Através da organização racional da sociedade, da produção de uma engenharia social, o Estado moderno é o soberano, centralizador e burocrático, e o Direito passa a instrumentalizar tecnicamente o controle das relações sociais, tudo passando a ter um caráter normativo. Sendo assim, justifica-se a violência através da aplicação legal da norma jurídica e simultaneamente por sua legitimação através das instituições burocráticas do Estado[3].
Nesse cenário, o Direito foi sendo limitado à condição de mero organizador e aplicador de normas, distanciando-se das ações legítimas relacionadas com a justiça e seu caráter genuíno de Direito[4]. Como consequência, o Poder Judiciário hoje enfrenta uma crise em sua efetiva prestação jurisdicional.
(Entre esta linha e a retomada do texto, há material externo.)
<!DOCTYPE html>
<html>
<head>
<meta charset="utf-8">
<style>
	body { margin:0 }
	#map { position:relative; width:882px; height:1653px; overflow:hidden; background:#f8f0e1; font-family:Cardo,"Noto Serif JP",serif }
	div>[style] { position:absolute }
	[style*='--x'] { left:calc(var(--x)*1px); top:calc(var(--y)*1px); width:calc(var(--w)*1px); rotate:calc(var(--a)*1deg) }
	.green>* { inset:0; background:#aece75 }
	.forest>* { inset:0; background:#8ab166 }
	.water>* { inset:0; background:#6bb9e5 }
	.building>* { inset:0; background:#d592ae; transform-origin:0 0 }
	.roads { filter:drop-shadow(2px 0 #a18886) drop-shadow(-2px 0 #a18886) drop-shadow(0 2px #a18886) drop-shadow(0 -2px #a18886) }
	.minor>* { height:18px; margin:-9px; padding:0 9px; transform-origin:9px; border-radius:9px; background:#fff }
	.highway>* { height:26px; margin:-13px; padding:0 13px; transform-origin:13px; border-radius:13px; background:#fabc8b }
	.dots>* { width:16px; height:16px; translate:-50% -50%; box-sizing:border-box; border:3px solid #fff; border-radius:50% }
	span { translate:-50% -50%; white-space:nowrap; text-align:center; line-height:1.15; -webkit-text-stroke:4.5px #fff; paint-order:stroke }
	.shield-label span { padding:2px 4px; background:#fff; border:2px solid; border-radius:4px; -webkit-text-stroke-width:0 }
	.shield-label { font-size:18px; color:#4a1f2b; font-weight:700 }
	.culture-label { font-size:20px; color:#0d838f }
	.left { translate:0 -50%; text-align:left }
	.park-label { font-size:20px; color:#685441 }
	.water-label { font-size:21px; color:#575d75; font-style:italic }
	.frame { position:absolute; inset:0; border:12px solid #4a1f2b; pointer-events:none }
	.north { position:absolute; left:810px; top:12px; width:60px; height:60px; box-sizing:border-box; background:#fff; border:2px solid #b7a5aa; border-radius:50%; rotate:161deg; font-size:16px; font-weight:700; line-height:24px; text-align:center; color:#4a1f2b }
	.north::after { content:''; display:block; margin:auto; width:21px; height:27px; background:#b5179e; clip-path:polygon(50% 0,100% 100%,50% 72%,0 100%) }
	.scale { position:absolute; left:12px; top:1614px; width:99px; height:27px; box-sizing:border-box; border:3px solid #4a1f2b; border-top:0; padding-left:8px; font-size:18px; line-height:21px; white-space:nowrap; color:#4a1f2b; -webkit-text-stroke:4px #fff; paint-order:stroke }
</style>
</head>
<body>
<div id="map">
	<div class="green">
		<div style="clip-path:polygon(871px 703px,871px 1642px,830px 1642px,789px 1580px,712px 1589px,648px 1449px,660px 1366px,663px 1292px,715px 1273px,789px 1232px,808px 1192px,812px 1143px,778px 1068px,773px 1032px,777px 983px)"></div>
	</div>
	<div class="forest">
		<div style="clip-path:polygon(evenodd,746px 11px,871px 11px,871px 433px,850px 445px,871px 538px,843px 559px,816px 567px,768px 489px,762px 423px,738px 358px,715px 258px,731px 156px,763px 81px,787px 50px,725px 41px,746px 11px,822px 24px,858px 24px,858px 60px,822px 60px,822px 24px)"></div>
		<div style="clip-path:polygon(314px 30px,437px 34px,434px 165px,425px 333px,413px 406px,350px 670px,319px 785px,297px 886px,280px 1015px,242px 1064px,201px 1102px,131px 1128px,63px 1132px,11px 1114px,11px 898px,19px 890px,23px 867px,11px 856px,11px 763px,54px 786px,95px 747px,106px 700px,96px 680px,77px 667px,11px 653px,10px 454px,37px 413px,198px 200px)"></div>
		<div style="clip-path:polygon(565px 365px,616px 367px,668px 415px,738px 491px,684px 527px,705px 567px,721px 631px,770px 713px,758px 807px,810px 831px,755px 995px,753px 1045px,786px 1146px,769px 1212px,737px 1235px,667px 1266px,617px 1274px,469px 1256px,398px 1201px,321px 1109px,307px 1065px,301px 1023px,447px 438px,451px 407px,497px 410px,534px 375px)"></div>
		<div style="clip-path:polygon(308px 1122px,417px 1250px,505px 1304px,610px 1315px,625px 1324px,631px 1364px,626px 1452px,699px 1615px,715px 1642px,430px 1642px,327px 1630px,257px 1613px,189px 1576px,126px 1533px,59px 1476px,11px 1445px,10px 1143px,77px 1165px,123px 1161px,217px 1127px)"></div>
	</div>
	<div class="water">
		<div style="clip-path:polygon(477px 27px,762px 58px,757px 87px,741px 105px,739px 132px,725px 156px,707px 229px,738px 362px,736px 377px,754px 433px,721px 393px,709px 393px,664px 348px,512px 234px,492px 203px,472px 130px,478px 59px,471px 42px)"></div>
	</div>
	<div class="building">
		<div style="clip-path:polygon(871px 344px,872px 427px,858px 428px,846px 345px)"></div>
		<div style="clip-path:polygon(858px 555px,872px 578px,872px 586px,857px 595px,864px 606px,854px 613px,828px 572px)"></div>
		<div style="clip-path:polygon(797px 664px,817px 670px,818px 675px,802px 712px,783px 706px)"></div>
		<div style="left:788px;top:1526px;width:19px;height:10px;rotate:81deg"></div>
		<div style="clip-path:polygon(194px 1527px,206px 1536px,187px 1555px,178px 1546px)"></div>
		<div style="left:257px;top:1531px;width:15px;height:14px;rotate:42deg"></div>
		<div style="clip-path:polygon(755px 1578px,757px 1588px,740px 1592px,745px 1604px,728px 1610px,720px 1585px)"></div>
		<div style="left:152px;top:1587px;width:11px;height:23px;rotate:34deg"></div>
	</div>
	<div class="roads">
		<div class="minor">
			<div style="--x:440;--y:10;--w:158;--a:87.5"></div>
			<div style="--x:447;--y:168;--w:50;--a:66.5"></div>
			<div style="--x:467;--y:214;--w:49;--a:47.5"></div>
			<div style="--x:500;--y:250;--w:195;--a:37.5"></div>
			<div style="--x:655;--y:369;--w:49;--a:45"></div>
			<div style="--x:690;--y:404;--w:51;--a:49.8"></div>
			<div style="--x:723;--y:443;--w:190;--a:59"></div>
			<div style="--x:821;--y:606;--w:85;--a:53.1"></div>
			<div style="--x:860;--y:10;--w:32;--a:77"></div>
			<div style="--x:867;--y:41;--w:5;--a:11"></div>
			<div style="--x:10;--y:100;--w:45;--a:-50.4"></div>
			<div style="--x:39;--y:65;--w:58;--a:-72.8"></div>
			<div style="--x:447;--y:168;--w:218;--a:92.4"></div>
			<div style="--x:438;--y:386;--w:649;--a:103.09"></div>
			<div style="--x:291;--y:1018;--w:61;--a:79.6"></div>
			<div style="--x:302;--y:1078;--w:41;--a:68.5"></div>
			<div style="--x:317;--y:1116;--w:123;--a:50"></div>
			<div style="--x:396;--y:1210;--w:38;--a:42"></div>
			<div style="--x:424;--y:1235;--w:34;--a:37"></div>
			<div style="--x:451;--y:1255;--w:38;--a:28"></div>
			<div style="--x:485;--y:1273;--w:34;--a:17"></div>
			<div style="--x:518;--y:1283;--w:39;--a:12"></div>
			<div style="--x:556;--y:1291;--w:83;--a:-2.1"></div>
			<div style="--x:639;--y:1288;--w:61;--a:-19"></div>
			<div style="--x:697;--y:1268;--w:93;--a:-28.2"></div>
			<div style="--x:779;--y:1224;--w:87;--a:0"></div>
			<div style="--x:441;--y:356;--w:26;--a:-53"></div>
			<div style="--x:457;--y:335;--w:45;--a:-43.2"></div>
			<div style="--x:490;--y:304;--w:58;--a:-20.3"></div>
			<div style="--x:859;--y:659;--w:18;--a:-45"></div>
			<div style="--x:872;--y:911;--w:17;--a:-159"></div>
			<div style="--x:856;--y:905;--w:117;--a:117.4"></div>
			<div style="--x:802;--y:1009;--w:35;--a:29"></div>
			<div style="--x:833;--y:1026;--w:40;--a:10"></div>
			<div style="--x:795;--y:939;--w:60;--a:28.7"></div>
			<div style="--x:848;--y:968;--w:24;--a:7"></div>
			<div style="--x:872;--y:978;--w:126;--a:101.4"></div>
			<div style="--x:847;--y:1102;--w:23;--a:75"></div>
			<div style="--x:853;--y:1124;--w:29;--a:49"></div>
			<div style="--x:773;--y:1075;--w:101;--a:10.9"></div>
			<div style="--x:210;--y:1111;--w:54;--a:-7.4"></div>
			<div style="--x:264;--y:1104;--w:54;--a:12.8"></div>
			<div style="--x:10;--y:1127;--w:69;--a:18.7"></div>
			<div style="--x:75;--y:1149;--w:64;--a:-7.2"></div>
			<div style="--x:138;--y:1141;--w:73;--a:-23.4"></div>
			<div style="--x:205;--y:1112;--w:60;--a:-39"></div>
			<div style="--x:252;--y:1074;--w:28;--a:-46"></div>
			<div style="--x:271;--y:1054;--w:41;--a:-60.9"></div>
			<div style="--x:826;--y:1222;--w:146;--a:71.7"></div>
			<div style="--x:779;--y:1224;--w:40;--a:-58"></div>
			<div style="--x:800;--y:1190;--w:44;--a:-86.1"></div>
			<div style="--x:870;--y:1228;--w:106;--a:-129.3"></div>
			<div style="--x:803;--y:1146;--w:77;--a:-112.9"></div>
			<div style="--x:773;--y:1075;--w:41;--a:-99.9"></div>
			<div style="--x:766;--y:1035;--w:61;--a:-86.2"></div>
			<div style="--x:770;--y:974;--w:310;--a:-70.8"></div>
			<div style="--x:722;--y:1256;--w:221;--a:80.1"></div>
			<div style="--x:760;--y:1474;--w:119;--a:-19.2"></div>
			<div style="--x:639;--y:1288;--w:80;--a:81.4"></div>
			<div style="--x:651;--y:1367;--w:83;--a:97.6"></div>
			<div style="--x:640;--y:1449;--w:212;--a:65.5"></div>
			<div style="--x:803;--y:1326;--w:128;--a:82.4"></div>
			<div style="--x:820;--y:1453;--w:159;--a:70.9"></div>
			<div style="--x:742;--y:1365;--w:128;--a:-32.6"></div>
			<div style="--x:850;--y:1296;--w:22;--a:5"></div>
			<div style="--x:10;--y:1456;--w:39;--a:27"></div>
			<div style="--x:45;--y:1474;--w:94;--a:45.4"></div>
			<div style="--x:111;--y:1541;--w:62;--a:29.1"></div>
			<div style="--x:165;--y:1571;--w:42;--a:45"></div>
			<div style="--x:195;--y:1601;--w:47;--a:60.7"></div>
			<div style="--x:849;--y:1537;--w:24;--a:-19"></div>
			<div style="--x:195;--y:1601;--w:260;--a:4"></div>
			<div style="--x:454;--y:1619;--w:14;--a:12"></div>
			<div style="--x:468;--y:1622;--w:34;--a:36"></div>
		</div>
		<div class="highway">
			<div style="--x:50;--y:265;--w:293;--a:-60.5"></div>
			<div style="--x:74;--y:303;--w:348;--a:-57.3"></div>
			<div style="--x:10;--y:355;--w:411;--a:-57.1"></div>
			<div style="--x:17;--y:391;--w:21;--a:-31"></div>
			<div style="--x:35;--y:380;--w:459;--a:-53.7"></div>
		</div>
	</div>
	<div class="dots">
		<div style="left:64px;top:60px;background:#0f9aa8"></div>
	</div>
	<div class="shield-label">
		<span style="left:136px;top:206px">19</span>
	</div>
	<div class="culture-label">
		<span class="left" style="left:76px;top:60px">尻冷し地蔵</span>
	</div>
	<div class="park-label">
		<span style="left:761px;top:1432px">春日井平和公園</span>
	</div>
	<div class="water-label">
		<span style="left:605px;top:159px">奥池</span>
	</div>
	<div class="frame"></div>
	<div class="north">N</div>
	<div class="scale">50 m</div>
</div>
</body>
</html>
O acesso à justiça tem se tornado arcaico em relação a sociedade contemporânea, o sistema jurídico não consegue acompanhar o desenvolvimento da sociedade, deixando lacunas na resolução de litígios bem como não satisfazendo os auspícios de uma prestação jurisdicional adequada e satisfatória[5].
Luis Alberto Warat escreve que no atual universo complexo do Direito vive-se um momento de impasses e retrocessos muito particular. Todos os avanços da desconstrução ideológica e de compreensão das funções ilusórias do Direito parecem estar sendo esquecidas pelas novas formas de reflexão da atualidade[6]. O autor afirma que vários ressurgimentos podem ser enumerados:
“[…] um novo dogmatismo jurídico, um neoconstitucionalismo que ameaça invadir todos os ramos do Direito, que ameaça constitucionalizar todos os campos do Direito, uma teoria da argumentação, despreocupada por revelar os mecanismos persuasivos da fundamentação jurídica e o caráter da verossimilitude retórica das verdades processuais passa a se ocupar como Alexy das formas de garantir uma objetividade racional para a fundamentação argumentativa do Direito[7].”.
Um dos grandes problemas que aflige o Poder Judiciário é a morosidade. Um processo eficiente que garante a efetividade do acesso à justiça só é passível por meio de uma solução de conflitos célere. Conforme diz o ditado popular “uma justiça tardia é uma injustiça”.
Entre as diversas causas da morosidade da justiça destacam-se o incremento das demandas; a precária estrutura do Poder Judiciário; o sistema legislativo processual brasileiro que consiste em um emaranhado de normas; o próprio poder público que possui agentes públicos que constantemente descumprem as normas, enorme número de execuções fiscais, além da enorme dificuldade do Legislativo de votar as reformas processuais[8]; o alto custo da prestação jurisdicional, o desconhecimento de seus direitos pelos cidadãos[9], dentre outros.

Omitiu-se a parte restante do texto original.